TASK TO COMPLETE: Return verbatim every line from the first line of the data below to the line that contains "function strokePath(path, color, width, dash)", inclusive, and no further.

Collection entries

·····

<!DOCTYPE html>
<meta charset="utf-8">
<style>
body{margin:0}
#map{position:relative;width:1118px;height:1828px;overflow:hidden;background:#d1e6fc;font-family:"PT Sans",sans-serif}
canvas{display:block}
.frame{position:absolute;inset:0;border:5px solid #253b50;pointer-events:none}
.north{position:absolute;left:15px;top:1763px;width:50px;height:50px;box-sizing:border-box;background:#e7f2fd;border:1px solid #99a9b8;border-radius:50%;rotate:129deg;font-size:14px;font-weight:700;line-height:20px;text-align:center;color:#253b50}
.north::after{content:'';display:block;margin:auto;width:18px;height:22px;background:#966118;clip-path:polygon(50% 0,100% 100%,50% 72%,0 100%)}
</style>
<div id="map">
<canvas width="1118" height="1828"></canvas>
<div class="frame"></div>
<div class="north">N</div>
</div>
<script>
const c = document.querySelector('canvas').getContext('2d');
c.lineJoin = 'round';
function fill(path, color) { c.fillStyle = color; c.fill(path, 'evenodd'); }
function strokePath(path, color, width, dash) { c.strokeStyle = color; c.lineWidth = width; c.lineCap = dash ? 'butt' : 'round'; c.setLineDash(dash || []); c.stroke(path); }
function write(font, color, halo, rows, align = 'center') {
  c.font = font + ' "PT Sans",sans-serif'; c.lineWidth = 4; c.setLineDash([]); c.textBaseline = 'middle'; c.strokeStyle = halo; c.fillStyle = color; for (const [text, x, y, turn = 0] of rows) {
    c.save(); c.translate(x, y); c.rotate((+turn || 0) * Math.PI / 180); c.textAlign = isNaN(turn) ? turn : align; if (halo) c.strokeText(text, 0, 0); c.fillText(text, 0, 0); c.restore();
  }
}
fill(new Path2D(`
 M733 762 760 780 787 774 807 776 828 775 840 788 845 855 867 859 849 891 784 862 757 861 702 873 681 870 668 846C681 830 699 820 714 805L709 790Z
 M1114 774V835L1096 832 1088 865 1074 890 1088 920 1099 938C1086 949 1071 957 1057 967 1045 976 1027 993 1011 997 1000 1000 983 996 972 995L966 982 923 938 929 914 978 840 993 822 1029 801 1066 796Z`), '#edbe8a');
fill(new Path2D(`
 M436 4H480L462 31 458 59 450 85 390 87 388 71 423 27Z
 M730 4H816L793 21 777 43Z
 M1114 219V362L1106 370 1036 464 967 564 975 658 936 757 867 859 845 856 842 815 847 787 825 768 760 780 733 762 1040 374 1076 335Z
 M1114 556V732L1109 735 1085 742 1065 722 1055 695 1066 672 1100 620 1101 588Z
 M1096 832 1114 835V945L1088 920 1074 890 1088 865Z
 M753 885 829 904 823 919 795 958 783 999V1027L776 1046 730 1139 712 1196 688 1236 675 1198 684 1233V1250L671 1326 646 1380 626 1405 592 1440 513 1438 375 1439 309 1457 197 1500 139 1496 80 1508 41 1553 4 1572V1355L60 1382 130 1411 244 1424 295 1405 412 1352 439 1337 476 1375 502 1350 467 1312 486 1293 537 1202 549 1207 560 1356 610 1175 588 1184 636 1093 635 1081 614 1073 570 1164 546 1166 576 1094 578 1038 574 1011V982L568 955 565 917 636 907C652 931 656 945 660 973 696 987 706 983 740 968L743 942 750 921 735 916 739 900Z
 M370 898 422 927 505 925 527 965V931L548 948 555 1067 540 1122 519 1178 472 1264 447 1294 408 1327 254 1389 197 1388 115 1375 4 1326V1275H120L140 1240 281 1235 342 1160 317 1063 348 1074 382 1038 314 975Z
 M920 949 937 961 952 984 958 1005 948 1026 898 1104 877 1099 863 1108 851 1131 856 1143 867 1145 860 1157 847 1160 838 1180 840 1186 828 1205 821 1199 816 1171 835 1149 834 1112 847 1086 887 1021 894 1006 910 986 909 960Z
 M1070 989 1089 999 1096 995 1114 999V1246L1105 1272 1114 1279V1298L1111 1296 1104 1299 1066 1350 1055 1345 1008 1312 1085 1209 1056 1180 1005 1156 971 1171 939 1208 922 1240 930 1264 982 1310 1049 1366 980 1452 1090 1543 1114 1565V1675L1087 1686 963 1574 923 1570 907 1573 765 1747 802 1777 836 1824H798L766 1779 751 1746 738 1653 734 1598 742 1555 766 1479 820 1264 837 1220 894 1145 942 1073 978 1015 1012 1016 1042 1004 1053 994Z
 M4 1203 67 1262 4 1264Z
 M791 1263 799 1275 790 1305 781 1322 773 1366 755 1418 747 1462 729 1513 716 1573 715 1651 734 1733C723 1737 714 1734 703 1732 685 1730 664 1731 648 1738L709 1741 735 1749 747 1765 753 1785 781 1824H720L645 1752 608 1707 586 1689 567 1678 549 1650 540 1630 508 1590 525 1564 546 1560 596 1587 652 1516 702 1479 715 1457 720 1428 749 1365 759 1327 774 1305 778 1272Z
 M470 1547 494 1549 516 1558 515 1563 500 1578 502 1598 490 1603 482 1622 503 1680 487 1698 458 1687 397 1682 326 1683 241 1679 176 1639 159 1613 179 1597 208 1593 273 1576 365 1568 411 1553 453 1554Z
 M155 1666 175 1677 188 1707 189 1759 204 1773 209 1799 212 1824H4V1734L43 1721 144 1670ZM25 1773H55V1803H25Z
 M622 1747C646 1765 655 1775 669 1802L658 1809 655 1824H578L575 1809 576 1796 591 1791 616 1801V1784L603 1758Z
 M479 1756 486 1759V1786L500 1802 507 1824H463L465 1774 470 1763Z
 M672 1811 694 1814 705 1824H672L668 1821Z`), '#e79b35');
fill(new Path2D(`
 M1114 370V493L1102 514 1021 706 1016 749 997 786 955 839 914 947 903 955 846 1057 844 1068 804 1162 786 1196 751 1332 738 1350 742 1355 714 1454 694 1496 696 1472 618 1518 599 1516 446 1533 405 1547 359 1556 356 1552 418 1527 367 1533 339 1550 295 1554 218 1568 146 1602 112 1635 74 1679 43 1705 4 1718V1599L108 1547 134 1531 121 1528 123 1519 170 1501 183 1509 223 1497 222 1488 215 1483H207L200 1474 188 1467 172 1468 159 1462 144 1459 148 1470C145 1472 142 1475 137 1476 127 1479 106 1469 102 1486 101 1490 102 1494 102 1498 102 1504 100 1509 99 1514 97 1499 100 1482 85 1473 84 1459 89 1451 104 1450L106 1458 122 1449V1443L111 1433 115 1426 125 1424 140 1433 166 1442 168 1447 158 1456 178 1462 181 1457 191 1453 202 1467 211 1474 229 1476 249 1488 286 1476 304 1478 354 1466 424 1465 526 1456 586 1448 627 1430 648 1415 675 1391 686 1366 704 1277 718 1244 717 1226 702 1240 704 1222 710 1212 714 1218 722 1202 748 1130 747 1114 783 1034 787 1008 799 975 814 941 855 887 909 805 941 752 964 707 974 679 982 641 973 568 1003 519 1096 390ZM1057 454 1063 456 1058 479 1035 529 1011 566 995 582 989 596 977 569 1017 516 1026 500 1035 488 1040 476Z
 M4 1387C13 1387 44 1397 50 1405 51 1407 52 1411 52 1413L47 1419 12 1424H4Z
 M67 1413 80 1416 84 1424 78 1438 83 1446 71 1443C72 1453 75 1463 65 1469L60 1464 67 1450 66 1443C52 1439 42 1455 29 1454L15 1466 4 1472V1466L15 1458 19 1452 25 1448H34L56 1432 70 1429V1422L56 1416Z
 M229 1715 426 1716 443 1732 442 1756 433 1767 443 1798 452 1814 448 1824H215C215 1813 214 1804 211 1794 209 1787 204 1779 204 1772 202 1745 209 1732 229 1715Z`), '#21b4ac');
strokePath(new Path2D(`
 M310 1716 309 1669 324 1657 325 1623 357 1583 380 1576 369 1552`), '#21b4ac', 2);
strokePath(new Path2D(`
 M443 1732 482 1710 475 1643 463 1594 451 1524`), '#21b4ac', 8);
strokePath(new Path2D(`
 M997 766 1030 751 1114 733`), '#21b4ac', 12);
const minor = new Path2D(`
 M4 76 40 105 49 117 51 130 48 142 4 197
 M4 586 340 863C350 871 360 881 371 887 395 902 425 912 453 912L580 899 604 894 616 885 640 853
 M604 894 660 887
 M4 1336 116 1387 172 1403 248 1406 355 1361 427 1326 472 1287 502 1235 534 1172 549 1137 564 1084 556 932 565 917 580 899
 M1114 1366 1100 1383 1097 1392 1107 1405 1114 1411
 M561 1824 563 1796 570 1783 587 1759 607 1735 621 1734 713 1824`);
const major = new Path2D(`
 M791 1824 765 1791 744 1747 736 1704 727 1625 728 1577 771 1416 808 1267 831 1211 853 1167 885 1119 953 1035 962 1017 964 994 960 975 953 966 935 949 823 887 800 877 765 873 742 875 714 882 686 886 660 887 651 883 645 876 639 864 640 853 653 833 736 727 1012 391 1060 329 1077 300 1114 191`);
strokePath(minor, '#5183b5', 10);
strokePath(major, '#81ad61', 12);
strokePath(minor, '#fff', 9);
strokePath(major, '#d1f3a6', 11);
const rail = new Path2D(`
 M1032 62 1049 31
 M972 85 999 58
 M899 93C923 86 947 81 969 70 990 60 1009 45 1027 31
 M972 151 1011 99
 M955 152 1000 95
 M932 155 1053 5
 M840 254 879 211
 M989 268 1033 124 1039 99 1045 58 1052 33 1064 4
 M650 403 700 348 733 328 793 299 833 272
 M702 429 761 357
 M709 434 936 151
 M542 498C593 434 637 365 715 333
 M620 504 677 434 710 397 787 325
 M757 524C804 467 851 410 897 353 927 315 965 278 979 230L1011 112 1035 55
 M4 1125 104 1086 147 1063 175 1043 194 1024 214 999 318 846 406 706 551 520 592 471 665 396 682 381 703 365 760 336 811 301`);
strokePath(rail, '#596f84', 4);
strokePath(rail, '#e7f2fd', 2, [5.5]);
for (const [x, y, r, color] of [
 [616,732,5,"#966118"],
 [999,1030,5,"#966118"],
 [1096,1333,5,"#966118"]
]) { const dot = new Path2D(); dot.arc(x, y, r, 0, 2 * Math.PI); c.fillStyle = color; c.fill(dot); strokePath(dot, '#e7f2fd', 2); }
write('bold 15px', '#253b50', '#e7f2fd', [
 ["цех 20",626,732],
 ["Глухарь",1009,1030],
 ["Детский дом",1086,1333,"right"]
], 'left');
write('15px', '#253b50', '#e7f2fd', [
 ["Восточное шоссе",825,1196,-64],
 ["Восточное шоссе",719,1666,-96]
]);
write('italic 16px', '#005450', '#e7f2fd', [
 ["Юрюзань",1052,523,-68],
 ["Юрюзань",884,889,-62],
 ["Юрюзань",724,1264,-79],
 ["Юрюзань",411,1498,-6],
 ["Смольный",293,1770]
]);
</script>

·····

EXERCISE ANSWER:
<!DOCTYPE html>
<meta charset="utf-8">
<style>
body{margin:0}
#map{position:relative;width:1118px;height:1828px;overflow:hidden;background:#d1e6fc;font-family:"PT Sans",sans-serif}
canvas{display:block}
.frame{position:absolute;inset:0;border:5px solid #253b50;pointer-events:none}
.north{position:absolute;left:15px;top:1763px;width:50px;height:50px;box-sizing:border-box;background:#e7f2fd;border:1px solid #99a9b8;border-radius:50%;rotate:129deg;font-size:14px;font-weight:700;line-height:20px;text-align:center;color:#253b50}
.north::after{content:'';display:block;margin:auto;width:18px;height:22px;background:#966118;clip-path:polygon(50% 0,100% 100%,50% 72%,0 100%)}
</style>
<div id="map">
<canvas width="1118" height="1828"></canvas>
<div class="frame"></div>
<div class="north">N</div>
</div>
<script>
const c = document.querySelector('canvas').getContext('2d');
c.lineJoin = 'round';
function fill(path, color) { c.fillStyle = color; c.fill(path, 'evenodd'); }
function strokePath(path, color, width, dash) { c.strokeStyle = color; c.lineWidth = width; c.lineCap = dash ? 'butt' : 'round'; c.setLineDash(dash || []); c.stroke(path); }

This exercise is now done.